So in a forced-choice situation, having to go to the usual desert island with either old off-the-shelf Barlings, Charatans, Dunhills &c. or off-the-shelf moderns, selected moderns it is. Hands down.

(The best of both worlds solution arguably being to send the old favorites to George Dibos for airway optimizing).

I would, with that said, venture to brave the wrath of the brethren by pointing out that the whole allure of "hand craftsmanship" centers largely in the romantic imaginations of people who have never been "hand-craftsmen" themselves, coming to realize in the process that not only is time money in principle, but that it has been a good 14-hour work day when time has successfully managed to become money in actual practice.
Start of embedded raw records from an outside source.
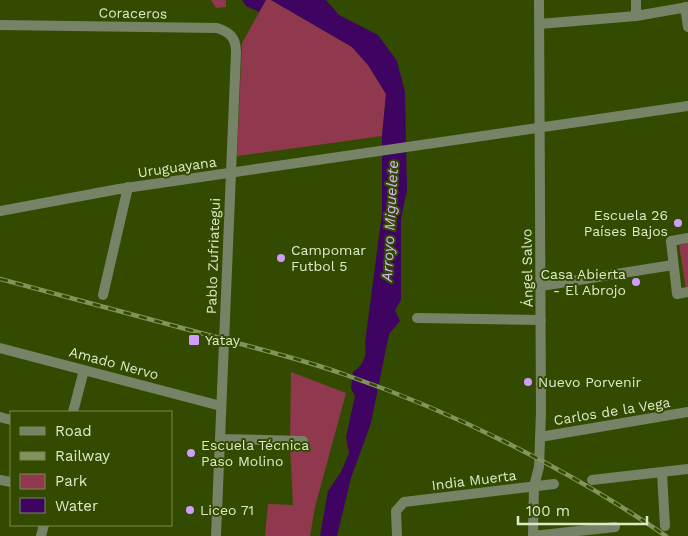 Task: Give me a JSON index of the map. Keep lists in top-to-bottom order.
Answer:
{
  "streets": {
    "street": [
      "Coraceros",
      "Uruguayana",
      "Pablo Zufriategui",
      "Ángel Salvo",
      "Amado Nervo",
      "Carlos de la Vega",
      "India Muerta"
    ]
  },
  "crossings": [
    ["Coraceros", "Pablo Zufriategui"],
    ["Uruguayana", "Pablo Zufriategui"],
    ["Uruguayana", "Ángel Salvo"],
    ["Pablo Zufriategui", "Amado Nervo"],
    ["Ángel Salvo", "Carlos de la Vega"],
    ["Ángel Salvo", "India Muerta"]
  ],
  "water": ["Arroyo Miguelete"],
  "places": {
    "other": [
      "Escuela 26 Países Bajos",
      "Campomar Futbol 5",
      "Casa Abierta - El Abrojo",
      "Nuevo Porvenir",
      "Escuela Técnica Paso Molino",
      "Liceo 71"
    ],
    "transit": ["Yatay"]
  },
  "legend": [
    "Road",
    "Railway",
    "Park",
    "Water"
  ],
  "scale_bar": "100 m"
}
Where the promise of the current era to become a golden age has failed to materialize, IMHO (and your milage has already varied by now anyhow, so no big deal), is in the same "market reality" that constricted the airways of the classics and shouldered bands like the Jefferson Airplane out of the way for hair bands and "c*ck rock.
"
(Bracing for NAR wrath explosion) Marketing perverts everything it touches. When your ability to make a living depends on being able to sell what you make at a decent price, you tend to make what sells. This is not a bad thing in itself, but it's become the rudder that, IMHO, steered contemporary pipes as a whole onto the rocks.

Lane started it with the "double comfort" stems he mandated on Charatans. Hi-Tone product has to be visually distinctive. (Think Rolls Royce grill here). The Danes picked up on this and ran with it very successfully, at several "price points." Still doing it too. Because it works.

The objectionable results of this include "supersize it" (BIG sells). You would get the impression, from scanning pipe makers' and dealers' offerings, that bigger is better. (It isn't. But in "the marketplace," Sooner be dead than out of fashion).

Worse is that it is a seriously demanding task to find a nice ("classically" proportioned) new billiard in the welter of visually distinctive briar out there in the at-least-one-step-up-from-mass-production realm. To this reactionary old fart, the world of contemporary pipes looks not unlike a hall full of middle-school kids at recess -- each one trying so hard to be visually distinctive ("different" and hip) that they just look freaking bizarre.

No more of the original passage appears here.